Re: validator.nu

Previous Topic Next Topic
 
classic Classic list List threaded Threaded
4 messages Options
Reply | Threaded
Open this post in threaded view
|

Re: validator.nu

Frank Ellermann-3

Henri Sivonen wrote:
 
> http://ln.hixie.ch/?start=1137799947&count=1

Whatever that is, apparently the test works with FF2,
and apparently it's about the same SGML comment issue
as in my res.htm and res.html HTML test cases.

> HTML5 parsing has no such thing as a valid DTD subset.

<sigh />  If it cannot parse valid XHTML 1 it's fine,
just don't offer the option, or give up with a clear
error message when you "see" a DTD subset or anything
else that won't fit into your model, valid or not.

> The error conditions follow the HTML5 parsing spec
> without ascribing SGML meaning to syntax errors.

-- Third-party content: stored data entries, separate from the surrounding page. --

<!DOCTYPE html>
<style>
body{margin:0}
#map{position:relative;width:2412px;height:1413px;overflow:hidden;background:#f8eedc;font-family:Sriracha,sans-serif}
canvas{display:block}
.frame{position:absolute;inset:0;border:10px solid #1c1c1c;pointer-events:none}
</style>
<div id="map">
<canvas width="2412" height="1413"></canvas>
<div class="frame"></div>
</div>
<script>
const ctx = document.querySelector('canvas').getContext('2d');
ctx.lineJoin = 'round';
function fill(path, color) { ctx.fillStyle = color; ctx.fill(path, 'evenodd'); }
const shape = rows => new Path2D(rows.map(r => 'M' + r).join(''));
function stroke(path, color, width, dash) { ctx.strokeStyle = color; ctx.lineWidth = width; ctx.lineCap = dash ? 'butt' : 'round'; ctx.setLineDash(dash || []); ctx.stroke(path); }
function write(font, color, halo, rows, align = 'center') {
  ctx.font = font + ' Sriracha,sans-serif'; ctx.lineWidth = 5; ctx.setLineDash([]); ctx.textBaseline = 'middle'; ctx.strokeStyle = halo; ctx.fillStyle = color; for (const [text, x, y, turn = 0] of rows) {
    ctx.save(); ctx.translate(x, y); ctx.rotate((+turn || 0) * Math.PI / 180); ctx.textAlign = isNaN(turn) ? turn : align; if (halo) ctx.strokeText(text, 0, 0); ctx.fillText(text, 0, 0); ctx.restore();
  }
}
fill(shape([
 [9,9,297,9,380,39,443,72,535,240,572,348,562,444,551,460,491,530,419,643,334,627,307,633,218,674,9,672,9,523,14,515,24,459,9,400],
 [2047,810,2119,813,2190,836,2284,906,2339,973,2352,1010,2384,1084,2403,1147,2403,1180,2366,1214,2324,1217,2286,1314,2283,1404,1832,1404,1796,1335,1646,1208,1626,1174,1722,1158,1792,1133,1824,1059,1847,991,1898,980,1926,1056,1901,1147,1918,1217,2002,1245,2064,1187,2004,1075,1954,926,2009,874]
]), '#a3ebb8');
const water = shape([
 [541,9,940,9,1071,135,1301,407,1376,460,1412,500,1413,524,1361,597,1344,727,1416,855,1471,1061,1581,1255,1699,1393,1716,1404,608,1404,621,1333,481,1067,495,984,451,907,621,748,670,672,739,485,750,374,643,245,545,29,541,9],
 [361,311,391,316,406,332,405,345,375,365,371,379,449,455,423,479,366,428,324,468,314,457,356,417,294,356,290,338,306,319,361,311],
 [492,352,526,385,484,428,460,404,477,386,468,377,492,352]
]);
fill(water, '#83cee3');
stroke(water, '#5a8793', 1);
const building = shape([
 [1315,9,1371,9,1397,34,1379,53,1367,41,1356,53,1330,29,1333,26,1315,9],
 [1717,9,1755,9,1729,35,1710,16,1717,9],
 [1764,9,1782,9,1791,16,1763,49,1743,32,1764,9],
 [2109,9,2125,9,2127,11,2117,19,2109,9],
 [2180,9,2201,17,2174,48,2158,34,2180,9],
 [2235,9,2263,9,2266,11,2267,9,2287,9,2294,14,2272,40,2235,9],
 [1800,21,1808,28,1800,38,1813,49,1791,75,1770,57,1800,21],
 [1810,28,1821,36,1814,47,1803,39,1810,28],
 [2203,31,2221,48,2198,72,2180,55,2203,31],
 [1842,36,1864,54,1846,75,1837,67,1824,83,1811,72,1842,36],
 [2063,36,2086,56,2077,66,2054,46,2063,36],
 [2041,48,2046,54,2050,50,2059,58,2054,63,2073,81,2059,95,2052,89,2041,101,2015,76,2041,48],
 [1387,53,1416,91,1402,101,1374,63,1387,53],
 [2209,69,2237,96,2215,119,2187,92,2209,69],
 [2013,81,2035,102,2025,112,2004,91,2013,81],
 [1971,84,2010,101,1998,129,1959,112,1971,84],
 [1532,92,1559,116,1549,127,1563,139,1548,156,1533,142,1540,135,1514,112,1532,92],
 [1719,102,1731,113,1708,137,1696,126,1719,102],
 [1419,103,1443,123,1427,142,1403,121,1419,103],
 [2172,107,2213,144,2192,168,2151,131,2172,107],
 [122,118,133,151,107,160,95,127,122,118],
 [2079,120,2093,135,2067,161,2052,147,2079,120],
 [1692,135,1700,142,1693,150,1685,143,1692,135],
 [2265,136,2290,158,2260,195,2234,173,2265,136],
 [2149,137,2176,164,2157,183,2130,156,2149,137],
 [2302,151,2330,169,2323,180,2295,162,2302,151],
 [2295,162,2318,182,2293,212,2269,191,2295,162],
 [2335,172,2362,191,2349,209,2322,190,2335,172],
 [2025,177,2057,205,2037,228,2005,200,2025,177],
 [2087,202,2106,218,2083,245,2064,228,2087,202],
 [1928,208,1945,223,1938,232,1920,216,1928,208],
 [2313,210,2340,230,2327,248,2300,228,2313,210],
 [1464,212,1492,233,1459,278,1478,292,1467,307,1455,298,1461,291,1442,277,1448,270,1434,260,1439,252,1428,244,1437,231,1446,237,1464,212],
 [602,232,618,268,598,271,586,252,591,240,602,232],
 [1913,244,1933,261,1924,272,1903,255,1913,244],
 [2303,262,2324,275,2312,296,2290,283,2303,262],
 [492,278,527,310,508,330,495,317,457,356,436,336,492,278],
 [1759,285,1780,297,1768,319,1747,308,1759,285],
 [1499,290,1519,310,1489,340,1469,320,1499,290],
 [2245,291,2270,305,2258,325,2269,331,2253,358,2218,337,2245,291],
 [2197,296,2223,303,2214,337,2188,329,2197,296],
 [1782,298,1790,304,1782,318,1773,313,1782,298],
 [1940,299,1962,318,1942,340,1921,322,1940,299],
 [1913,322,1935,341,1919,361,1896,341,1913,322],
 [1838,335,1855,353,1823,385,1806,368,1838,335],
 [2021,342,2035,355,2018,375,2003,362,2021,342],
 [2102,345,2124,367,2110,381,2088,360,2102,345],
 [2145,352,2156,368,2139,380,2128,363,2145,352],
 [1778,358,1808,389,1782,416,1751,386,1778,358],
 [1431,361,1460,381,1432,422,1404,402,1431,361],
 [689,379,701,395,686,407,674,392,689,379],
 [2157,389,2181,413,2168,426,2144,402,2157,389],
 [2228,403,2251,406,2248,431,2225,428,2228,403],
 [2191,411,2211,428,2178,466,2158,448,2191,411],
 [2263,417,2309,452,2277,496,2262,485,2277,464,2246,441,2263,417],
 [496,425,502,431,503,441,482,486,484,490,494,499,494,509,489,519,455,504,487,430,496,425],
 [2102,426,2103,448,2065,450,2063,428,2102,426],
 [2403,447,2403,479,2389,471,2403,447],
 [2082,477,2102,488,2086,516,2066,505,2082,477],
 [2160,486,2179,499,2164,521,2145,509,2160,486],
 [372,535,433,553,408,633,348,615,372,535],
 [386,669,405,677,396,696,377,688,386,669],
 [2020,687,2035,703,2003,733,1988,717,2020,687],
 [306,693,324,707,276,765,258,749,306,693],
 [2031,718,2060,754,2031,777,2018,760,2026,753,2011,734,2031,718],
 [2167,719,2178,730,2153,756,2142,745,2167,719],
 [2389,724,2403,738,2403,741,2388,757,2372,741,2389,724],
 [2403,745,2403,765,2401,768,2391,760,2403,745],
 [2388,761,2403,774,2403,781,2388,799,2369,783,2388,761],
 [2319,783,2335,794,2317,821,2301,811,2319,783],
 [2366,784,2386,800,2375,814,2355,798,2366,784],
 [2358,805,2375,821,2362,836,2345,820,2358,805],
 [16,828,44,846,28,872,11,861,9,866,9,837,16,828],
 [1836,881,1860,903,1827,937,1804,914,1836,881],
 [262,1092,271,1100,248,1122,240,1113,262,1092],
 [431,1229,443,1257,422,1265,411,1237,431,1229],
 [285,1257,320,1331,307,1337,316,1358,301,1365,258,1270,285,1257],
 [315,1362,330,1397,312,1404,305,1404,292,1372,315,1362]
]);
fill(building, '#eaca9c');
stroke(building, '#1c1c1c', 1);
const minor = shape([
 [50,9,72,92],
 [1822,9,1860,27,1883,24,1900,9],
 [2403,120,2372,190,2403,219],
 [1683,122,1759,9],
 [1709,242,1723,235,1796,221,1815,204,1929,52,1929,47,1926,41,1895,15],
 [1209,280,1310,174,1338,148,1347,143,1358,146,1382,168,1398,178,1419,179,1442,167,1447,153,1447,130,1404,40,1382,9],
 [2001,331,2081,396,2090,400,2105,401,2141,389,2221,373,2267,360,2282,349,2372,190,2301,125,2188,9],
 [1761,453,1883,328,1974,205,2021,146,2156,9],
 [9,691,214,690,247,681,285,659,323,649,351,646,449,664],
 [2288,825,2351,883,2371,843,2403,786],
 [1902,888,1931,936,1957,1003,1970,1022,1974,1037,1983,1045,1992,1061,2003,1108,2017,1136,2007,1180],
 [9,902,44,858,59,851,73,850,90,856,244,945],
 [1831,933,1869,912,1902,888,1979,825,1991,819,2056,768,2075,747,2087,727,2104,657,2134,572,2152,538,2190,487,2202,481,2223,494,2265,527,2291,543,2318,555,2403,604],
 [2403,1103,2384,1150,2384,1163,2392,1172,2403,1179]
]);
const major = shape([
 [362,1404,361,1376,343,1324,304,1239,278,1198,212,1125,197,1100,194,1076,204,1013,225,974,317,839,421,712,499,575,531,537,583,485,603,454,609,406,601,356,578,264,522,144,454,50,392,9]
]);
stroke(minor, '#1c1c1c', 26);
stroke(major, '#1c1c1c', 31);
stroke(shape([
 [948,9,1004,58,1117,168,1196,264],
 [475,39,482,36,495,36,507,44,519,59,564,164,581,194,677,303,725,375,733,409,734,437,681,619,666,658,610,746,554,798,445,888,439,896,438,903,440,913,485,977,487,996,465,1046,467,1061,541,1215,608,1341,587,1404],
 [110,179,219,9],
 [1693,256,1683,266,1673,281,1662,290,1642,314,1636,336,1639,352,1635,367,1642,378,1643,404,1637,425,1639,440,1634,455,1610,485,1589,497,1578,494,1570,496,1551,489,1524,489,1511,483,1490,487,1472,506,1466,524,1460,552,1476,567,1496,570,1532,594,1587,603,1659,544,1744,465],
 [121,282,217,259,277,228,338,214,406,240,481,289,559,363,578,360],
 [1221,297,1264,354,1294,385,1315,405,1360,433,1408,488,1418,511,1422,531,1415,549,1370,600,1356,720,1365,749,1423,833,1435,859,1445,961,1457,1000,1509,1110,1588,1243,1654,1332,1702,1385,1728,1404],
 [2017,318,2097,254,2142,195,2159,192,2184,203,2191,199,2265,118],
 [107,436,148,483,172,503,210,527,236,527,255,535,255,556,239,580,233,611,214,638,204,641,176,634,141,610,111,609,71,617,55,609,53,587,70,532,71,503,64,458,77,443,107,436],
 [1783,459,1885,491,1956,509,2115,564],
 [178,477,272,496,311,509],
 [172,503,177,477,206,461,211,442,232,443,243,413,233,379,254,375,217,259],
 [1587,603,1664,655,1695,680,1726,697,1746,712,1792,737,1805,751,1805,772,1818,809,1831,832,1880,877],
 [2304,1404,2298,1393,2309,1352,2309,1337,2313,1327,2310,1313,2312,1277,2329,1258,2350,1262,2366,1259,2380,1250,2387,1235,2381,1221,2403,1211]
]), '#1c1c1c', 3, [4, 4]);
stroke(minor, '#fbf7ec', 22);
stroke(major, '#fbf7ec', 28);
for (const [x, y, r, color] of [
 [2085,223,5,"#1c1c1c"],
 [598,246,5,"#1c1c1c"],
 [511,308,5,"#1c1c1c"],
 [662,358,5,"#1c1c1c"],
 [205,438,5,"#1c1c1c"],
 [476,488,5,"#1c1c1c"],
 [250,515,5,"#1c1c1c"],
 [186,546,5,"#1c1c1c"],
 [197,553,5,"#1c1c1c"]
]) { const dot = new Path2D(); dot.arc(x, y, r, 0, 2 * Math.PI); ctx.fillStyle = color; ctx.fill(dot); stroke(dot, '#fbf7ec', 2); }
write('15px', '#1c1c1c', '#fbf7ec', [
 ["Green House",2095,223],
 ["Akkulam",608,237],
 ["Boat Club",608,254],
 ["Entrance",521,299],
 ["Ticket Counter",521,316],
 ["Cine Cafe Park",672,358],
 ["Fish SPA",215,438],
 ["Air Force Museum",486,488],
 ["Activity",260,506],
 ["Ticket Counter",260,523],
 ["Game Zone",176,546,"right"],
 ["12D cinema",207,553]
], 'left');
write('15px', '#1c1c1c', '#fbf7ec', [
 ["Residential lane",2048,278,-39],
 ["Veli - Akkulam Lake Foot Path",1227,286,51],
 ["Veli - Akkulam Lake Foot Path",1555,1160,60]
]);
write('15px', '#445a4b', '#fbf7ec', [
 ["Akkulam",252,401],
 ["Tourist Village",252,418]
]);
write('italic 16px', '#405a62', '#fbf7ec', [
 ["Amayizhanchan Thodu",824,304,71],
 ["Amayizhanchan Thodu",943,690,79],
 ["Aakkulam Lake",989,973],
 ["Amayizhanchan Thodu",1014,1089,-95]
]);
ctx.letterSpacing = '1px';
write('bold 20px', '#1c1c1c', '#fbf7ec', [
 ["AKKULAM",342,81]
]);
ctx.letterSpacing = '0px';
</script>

By definition XHTML 1 doesn't care what "HTML5" might
be, it has its own specification and syntax.  Some of
it odd, but not really worse than "HTML5" or HTML -
from my POV decisively better than any HTML cum SGML.

> The impression that I get is that the TAG and the
> HTTP WG aren't part of "everyone and his dog".

A recent proposal in the HTTP WG apparently says that
iso-8859-1 text means "unknown charset", while the
default text charset is still iso-8859-1, go figure.

Whatever this means, lots of fun while testing HTTP
comes to mind, it has nothing to do with testing an
isolated HTML / HTML5 / XHTML document for validity.

> I might be persuaded to ignore Content-Type if you
> can get the TAG to repeal mime-respect and the IETF
> HTTP WG to endorse content sniffing

I'll try to convince the HTTP WG that any "sniffing"
is no job jor HTTP.  But this doesn't affect you or
other validators, what they should do is answer the
simple question:

 Is document X valid HTML / HTML5 / XHTML ?

For any given X, independent of how you get it, HTTP,
upload, FTP, pigeon carrier, gopher, form input, ...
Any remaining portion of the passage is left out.